On the Representational Capacity of Recurrent Neural Language Models

2310.12942

Published 5/31/2024 by Franz Nowak, Anej Svete, Li Du, Ryan Cotterell

🧠

Abstract

This work investigates the computational expressivity of language models (LMs) based on recurrent neural networks (RNNs). Siegelmann and Sontag (1992) famously showed that RNNs with rational weights and hidden states and unbounded computation time are Turing complete. However, LMs define weightings over strings in addition to just (unweighted) language membership and the analysis of the computational power of RNN LMs (RLMs) should reflect this. We extend the Turing completeness result to the probabilistic case, showing how a rationally weighted RLM with unbounded computation time can simulate any deterministic probabilistic Turing machine (PTM) with rationally weighted transitions. Since, in practice, RLMs work in real-time, processing a symbol at every time step, we treat the above result as an upper bound on the expressivity of RLMs. We also provide a lower bound by showing that under the restriction to real-time computation, such models can simulate deterministic real-time rational PTMs.

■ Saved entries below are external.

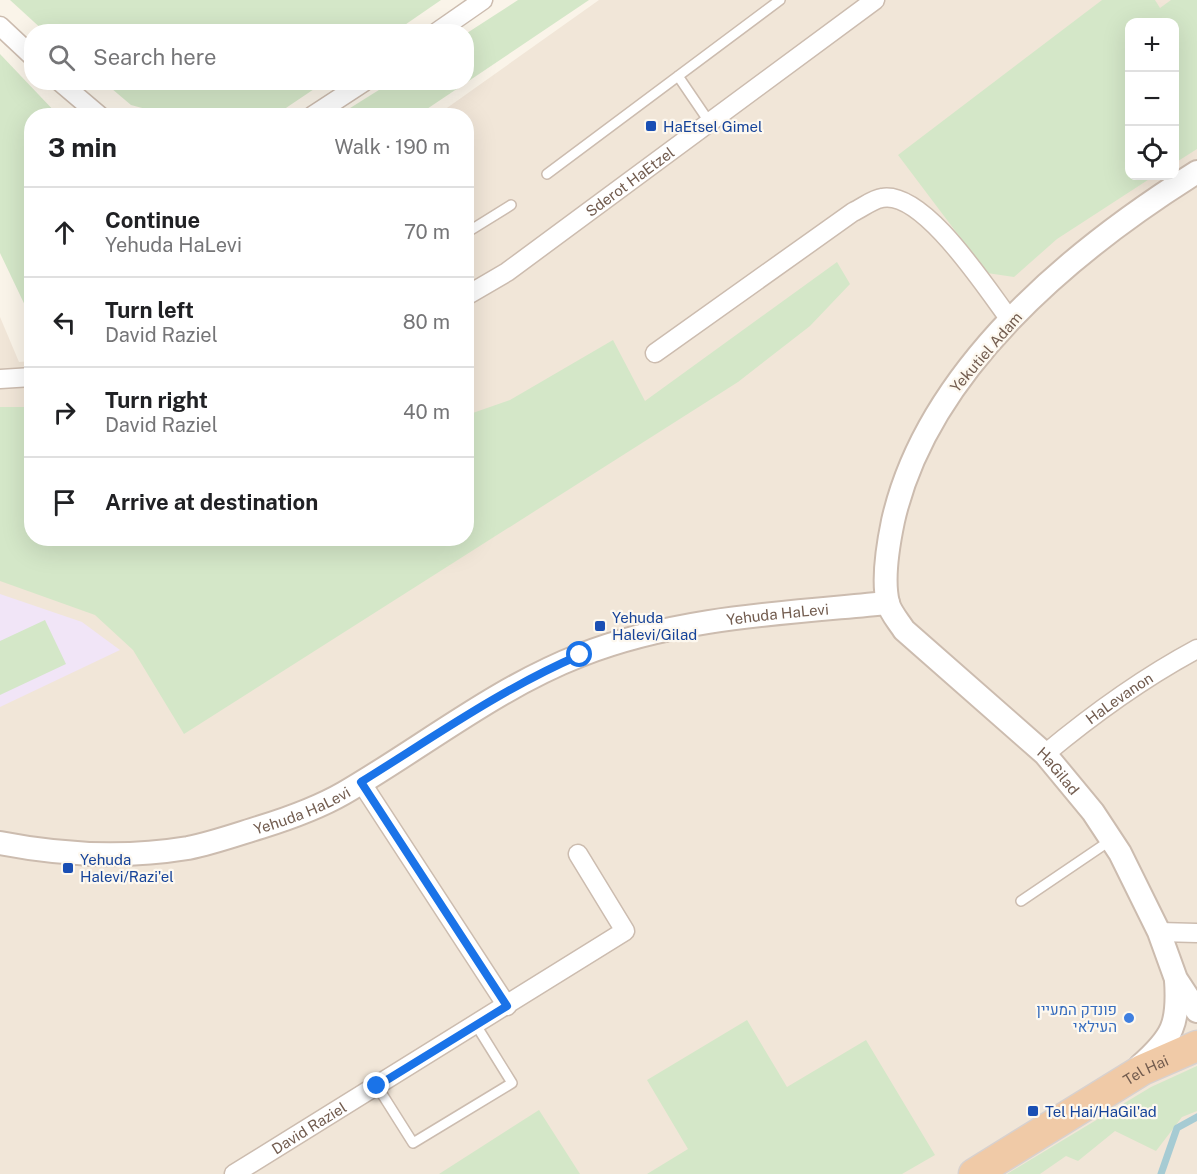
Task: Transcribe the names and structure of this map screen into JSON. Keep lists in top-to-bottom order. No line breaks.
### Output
{"streets":{"highway":["Tel Hai"],"street":["Sderot HaEtzel","Yekutiel Adam","Yehuda HaLevi","HaLevanon","HaGilad","David Raziel"]},"crossings":[["Yekutiel Adam","Yehuda HaLevi"],["Yekutiel Adam","HaGilad"],["Yehuda HaLevi","HaGilad"],["HaLevanon","HaGilad"]],"places":{"transit":["HaEtsel Gimel","Yehuda Halevi/Gilad","Yehuda Halevi/Razi'el","Tel Hai/HaGil'ad"],"other":["פונדק המעיין העילאי"]},"page":{"map_buttons":["+","−"],"search":"Search here","heading":["3 min","Walk · 190 m"],"list":[["Continue","Yehuda HaLevi","70 m"],["Turn left","David Raziel","80 m"],["Turn right","David Raziel","40 m"],"Arrive at destination"]}}
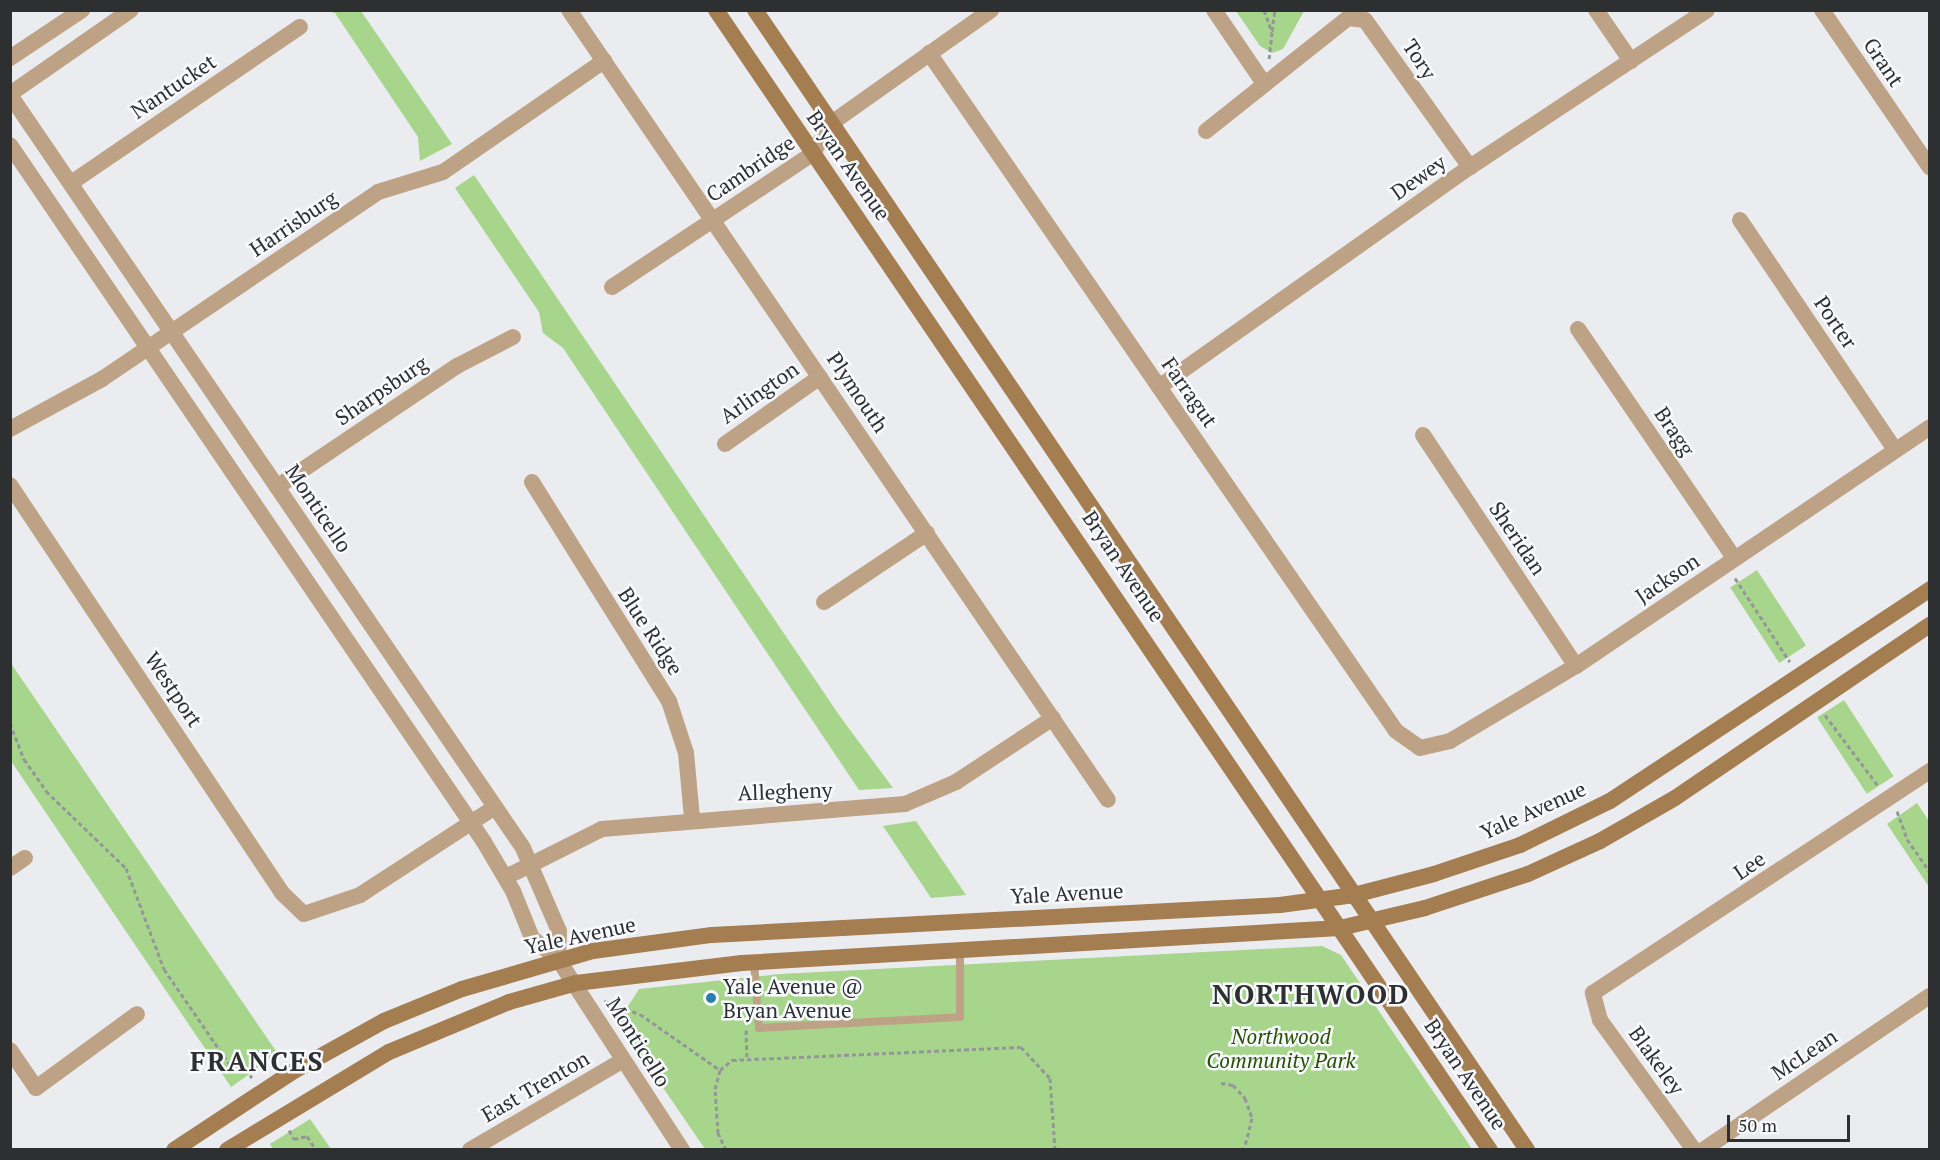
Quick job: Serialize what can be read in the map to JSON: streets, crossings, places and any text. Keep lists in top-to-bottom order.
{
  "streets": {
    "main road": ["Bryan Avenue", "Yale Avenue"],
    "street": [
      "Tory",
      "Grant",
      "Nantucket",
      "Cambridge",
      "Dewey",
      "Harrisburg",
      "Porter",
      "Sharpsburg",
      "Arlington",
      "Plymouth",
      "Farragut",
      "Bragg",
      "Monticello",
      "Sheridan",
      "Jackson",
      "Blue Ridge",
      "Westport",
      "Allegheny",
      "Lee",
      "McLean",
      "Blakeley",
      "East Trenton"
    ]
  },
  "crossings": [
    ["Tory", "Dewey"],
    ["Nantucket", "Monticello"],
    ["Bryan Avenue", "Cambridge"],
    ["Bryan Avenue", "Yale Avenue"],
    ["Cambridge", "Plymouth"],
    ["Cambridge", "Farragut"],
    ["Dewey", "Farragut"],
    ["Harrisburg", "Plymouth"],
    ["Harrisburg", "Monticello"],
    ["Porter", "Jackson"],
    ["Sharpsburg", "Monticello"],
    ["Arlington", "Plymouth"],
    ["Plymouth", "Allegheny"],
    ["Farragut", "Jackson"],
    ["Bragg", "Jackson"],
    ["Monticello", "Westport"],
    ["Monticello", "Allegheny"],
    ["Monticello", "Yale Avenue"],
    ["Monticello", "East Trenton"],
    ["Sheridan", "Jackson"],
    ["Blue Ridge", "Allegheny"],
    ["Lee", "Blakeley"]
  ],
  "districts": ["NORTHWOOD", "FRANCES"],
  "parks": ["Northwood Community Park"],
  "places": ["Yale Avenue @ Bryan Avenue"],
  "scale_bar": "50 m"
}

Create account to get full access

Overview

This paper investigates the computational capabilities of language models (LMs) based on recurrent neural networks (RNNs).
It builds on previous work that showed RNNs with rational weights and unbounded computation time are Turing complete.
However, LMs define weightings over strings, so the authors analyze the computational power of RNN-based LMs (RLMs) in this context.

Plain English Explanation

The researchers wanted to understand how powerful language models built using recurrent neural networks (RNNs) can be. Previous research had shown that RNNs with certain mathematical properties could, in theory, perform any computation that a standard computer can do, given enough time.

However, language models don't just decide whether a string of words is valid or not - they also assign probabilities or "weights" to different sequences of words. So the researchers set out to analyze the computational capabilities of these weighted language models based on RNNs.

Their key finding is that an RNN-based language model with unbounded computation time can simulate any probabilistic Turing machine with rational weights. This means these language models can, in principle, perform a wide range of computations, not just simple language tasks.

But in practice, language models process text in real-time, one symbol at a time. So the researchers also showed that within this real-time constraint, RNN-based language models can at least simulate a certain class of probabilistic Turing machines. This provides a lower bound on their computational expressivity.

Technical Explanation

The authors build on the Turing completeness result for RNNs shown by Siegelmann and Sontag (1992). They extend this to the probabilistic case, proving that a rationally weighted RNN-based language model (RLM) with unbounded computation time can simulate any deterministic probabilistic Turing machine (PTM) with rationally weighted transitions.

Since in practice, RLMs process text in real-time, the authors treat the above result as an upper bound on their computational expressivity. They also provide a lower bound by showing that under the real-time constraint, RLMs can simulate deterministic real-time rational PTMs.

Critical Analysis

The paper provides a rigorous theoretical analysis of the computational capabilities of RNN-based language models. However, the authors acknowledge that their results only establish upper and lower bounds on expressivity, rather than a precise characterization.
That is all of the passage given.